Presented at AACR: CD3-binding antibodies for T cell engager discovery

Redirecting T Cells to Tumor Targets With Functionally Diverse CD3-Binding Antibodies 

Natural immune systems provide powerful protection against cancer. When cancer cells form, immune cells — called T cells — find and destroy them. But cancer can adapt and hide from T cells, allowing it to grow, spread, and take up residence in the body, undetected. 

The Opportunity 

Immunotherapies, including bispecific antibodies called CD3 T cell engagers, are a type of cancer treatment that help immune systems find and destroy cancer cells. CD3 T cell engagers simultaneously bind to T cells and cancer cells in order to redirect T cells to tumor cells, regardless of T cell specificity. And by specifically binding to a protein on T cells called CD3, they activate the T cell’s cancer killing functions. 

The Challenge

CD3 T cell engagers have the potential to be a cornerstone of immuno-oncology. However, a limited pool of CD3-binding antibodies and technological challenges in engineering bispecifics have hindered development.

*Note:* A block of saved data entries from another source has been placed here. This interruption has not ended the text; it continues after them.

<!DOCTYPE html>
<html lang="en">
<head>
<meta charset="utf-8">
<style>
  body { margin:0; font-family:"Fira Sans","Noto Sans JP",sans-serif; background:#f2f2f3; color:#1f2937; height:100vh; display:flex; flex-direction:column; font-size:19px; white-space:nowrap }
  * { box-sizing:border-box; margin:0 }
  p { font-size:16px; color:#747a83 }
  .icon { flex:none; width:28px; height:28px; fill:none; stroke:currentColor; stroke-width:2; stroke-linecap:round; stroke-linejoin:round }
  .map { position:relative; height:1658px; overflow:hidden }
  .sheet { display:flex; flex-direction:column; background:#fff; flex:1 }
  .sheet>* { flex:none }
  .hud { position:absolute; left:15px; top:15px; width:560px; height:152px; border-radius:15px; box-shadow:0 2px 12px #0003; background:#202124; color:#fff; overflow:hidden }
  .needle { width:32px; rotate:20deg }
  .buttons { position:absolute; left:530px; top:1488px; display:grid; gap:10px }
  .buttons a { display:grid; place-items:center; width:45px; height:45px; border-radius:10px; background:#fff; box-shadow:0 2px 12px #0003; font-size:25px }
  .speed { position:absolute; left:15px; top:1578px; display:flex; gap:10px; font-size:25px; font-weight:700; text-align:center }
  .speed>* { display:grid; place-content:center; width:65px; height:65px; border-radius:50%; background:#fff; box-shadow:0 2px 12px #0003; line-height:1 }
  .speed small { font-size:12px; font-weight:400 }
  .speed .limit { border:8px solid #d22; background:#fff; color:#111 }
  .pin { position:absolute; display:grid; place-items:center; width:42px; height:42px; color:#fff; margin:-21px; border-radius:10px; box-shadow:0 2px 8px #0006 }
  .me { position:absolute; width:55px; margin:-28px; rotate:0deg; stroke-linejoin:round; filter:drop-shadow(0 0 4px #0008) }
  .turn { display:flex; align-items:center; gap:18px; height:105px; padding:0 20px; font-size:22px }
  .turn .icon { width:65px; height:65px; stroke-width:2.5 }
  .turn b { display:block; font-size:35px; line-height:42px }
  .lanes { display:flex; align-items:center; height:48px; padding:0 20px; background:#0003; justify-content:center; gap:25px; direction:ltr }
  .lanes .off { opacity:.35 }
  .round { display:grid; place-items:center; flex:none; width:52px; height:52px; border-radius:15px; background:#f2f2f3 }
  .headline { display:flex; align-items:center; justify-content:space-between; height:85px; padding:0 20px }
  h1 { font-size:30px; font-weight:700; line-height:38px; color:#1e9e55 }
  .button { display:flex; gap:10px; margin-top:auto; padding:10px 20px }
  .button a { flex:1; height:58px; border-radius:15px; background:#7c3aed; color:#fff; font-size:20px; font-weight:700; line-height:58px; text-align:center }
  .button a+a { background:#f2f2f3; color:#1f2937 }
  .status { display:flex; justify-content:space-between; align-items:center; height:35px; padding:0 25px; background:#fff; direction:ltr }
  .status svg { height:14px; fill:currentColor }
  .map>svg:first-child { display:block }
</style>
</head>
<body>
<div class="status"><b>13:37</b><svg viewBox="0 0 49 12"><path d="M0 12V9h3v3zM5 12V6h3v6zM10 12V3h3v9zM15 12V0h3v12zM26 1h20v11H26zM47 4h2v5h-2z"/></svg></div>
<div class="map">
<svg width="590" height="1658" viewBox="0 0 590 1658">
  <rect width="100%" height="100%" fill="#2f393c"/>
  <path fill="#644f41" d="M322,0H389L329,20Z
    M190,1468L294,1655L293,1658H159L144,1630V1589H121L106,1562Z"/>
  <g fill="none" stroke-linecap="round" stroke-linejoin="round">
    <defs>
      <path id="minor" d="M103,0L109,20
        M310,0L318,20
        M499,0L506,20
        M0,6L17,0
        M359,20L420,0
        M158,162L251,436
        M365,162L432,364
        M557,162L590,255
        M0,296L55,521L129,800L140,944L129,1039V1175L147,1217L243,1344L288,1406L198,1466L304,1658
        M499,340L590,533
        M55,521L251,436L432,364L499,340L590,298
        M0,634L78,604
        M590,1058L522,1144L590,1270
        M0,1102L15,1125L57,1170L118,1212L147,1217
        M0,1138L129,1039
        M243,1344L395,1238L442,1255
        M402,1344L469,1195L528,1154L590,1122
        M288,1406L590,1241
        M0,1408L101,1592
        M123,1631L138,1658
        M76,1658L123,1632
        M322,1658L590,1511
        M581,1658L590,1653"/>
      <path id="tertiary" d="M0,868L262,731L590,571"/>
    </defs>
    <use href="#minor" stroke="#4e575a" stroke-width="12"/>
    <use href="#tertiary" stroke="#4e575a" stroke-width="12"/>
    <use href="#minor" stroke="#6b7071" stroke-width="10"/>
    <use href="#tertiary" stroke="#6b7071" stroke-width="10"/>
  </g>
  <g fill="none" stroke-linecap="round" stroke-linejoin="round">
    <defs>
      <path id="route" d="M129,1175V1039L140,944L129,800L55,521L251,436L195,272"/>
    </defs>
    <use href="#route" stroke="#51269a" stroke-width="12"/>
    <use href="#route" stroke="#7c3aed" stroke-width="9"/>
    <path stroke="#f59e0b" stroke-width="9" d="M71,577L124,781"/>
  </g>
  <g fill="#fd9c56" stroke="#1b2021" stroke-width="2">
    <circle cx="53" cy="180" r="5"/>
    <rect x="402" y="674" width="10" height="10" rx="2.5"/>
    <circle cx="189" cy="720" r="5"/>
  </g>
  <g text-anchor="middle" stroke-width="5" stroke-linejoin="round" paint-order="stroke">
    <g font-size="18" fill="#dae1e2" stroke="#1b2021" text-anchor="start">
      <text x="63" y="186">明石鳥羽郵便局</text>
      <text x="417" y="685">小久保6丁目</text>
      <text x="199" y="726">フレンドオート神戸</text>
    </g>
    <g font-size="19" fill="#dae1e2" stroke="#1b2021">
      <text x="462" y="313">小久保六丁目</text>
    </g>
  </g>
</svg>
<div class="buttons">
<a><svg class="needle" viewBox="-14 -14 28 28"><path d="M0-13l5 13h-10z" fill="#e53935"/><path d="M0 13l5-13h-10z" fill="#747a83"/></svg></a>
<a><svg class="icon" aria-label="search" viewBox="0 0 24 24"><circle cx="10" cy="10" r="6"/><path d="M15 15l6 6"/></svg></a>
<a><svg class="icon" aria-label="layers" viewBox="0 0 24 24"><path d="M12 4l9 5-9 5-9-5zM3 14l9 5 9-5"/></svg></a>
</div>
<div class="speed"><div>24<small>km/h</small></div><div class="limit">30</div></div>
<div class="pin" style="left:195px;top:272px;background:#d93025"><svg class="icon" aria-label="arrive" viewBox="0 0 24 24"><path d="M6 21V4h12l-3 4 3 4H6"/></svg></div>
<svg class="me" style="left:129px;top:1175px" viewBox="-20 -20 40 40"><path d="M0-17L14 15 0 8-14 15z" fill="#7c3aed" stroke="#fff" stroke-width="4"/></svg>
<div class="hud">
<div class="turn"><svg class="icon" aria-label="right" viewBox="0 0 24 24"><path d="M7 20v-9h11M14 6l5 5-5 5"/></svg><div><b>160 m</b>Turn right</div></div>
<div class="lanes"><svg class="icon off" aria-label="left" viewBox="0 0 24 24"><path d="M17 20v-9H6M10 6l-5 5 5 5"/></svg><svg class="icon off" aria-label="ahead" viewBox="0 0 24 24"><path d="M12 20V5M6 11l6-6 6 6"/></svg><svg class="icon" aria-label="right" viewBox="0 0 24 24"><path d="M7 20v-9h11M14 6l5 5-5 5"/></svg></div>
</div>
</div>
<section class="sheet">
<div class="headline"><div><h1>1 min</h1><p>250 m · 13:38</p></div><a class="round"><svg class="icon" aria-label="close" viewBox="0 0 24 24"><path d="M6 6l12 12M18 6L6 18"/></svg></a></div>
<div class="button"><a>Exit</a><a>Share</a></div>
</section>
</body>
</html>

Creating effective CD3 T cell engagers requires two different parental antibodies — a CD3-targeting antibody that fine-tunes T cell activation and a tumor-targeting antibody with high specificity for cancer cells. Highly diverse panels of developable and functionally validated parental antibodies increase the probability of finding effective and manufacturable CD3 T cell engagers and reduce the need for downstream engineering to eliminate liabilities. 

Our Solution 

To help partners unlock CD3 T cell engager discovery and streamline the development of new cancer treatments, AbCellera used its technology stack to discover a panel of CD3-binding antibodies that are diverse, developable, and validated. 

  • Diversity: Bioinformatic analysis of 275 unique CD3-binding antibody sequences revealed high diversity, including somatic hypermutation, a range of CDR3 lengths, and diverse V gene usage. The panel was also found to have functional diversity, including a broad range of CD3 affinities and T cell activation potencies. 
  • Developability: Biophysical characterization demonstrated that AbCellera’s CD3-binding antibodies have favorable developability properties that may reduce the time and technical risks of downstream protein engineering, including low mean hydrophobicity, self-association, and polyspecificity. 
  • Validation: AbCellera used its clinically-validated bispecifics platform, OrthoMab™, to pair the CD3-binding antibodies with a single EGFR-binding arm to validate the panel in bispecific formats. The resulting bispecific antibodies activated T cells with a range of potencies and led to T cell-mediated tumor cell killing of EGFR-expressing cell lines. 

AbCellera’s poster presentation at the American Association for Cancer Research (AACR) 2022 Annual Meeting demonstrates that the integration of its diverse panel of CD3-binding antibodies with its bispecific engineering and high-throughput antibody assessment capabilities enable identification of promising CD3 T cell engagers.